Je ne suis pas de ceux qui pensent que notre marché traverse une crise existentielle. Mais il y a, c’est certain, un impératif d’adaptation. Et je suis très confiant dans la capacité d’Ipsos à relever ce défi — a fortiori avec la nouvelle configuration que représente ce rapprochement avec BVA. Cette alliance a beaucoup de sens : des expertises complémentaires, des professionnels passionnés et des offres solides de part et d’autre. Ensemble, nous renforçons notre taille critique, ce qui est un atout indispensable pour être une référence sur le marché.
Je ne suis pas de ceux qui pensent que notre marché traverse une crise existentielle. Mais il y a, c’est certain, un impératif d’adaptation.
Le fondateur d’Ipsos, Didier Truchot, a qualifié cette opération de « logique » dans une interview accordée aux Échos. Est-ce aussi votre lecture ?
Alexandre Guérin : Oui, ce rapprochement est en effet logique à bien des égards. D’abord sur le plan structurel : taille, assise, capacité d’investissement… Mais aussi humainement et historiquement. Didier Truchot a démarré sa carrière avec Michel Brulé et Jean-Pierre Ville, les fondateurs de BVA. Ce sont deux belles aventures entrepreneuriales, avec beaucoup de points communs : une forte culture de l’expertise, une attention sincère à l’humain, et une raison d’être centrée sur la compréhension du monde. Quand on y regarde de près, les synergies sont évidentes.
Ce rapprochement est en effet logique à bien des égards. D’abord sur le plan structurel : taille, assise, capacité d’investissement… Mais aussi humainement et historiquement. Didier Truchot a démarré sa carrière avec Michel Brulé et Jean-Pierre Ville, les fondateurs de BVA. Ce sont deux belles aventures entrepreneuriales, avec beaucoup de points communs : une forte culture de l’expertise, une attention sincère à l’humain, et une raison d’être centrée sur la compréhension du monde. Quand on y regarde de près, les synergies sont évidentes
Sur le plan stratégique, l’acquisition renforce Ipsos dans plusieurs pays clés : la France bien sûr, mais aussi l’Angleterre — deuxième marché mondial — et l’Italie, où Doxa occupe une position majeure. En parallèle, cela nous permet de consolider certaines offres et de les faire rayonner à l’international. Je pense notamment à PRS InVivo, qui est leader des tests de packaging. Cette expertise est essentielle, dans un monde où les parcours d’achat se multiplient, notamment sur les canaux digitaux.

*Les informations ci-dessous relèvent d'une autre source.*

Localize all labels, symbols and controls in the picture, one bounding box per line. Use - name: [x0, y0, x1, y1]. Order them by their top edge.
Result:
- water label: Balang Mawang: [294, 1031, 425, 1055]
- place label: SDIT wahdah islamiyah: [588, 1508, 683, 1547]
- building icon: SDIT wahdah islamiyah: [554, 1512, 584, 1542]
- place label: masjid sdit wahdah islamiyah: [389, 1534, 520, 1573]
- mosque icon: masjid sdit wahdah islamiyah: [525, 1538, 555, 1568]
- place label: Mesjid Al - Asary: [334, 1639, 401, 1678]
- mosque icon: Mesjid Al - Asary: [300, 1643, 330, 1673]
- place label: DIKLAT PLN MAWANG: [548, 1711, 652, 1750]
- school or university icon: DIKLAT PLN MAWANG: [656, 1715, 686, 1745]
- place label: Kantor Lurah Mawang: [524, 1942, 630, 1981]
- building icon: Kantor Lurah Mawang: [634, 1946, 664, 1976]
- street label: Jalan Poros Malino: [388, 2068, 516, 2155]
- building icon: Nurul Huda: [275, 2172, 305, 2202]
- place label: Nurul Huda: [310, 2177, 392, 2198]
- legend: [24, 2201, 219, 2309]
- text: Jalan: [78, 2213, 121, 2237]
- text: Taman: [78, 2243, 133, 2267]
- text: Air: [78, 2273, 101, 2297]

C’est un domaine dans lequel Ipsos était historiquement moins présent ?
Alexandre Guérin : C’est exact. Ipsos est historiquement très fort sur les tests de concept. En combinant cela avec l’expertise historique de BVA sur le packaging et l’activation retail, nous constituons un continuum très puissant. C’est une combinaison gagnante pour nos clients, que nous allons enrichir avec des investissements sur l’IA et la rapidité d’intervention. Et nous avons la capacité de la déployer à l’échelle mondiale, grâce à notre présence dans 90 pays. C’est un avantage stratégique unique.
Si l’on zoome sur la France, la complémentarité fonctionne également très bien. Ipsos est fort là où BVA l’est moins, et vice versa. Nous allons encore nous renforcer dans le champ des affaires publiques, qui reste un pilier essentiel. Mais aussi dans des domaines comme l’expérience client — y compris les visites mystères — où BVA excelle, notamment dans le secteur des services.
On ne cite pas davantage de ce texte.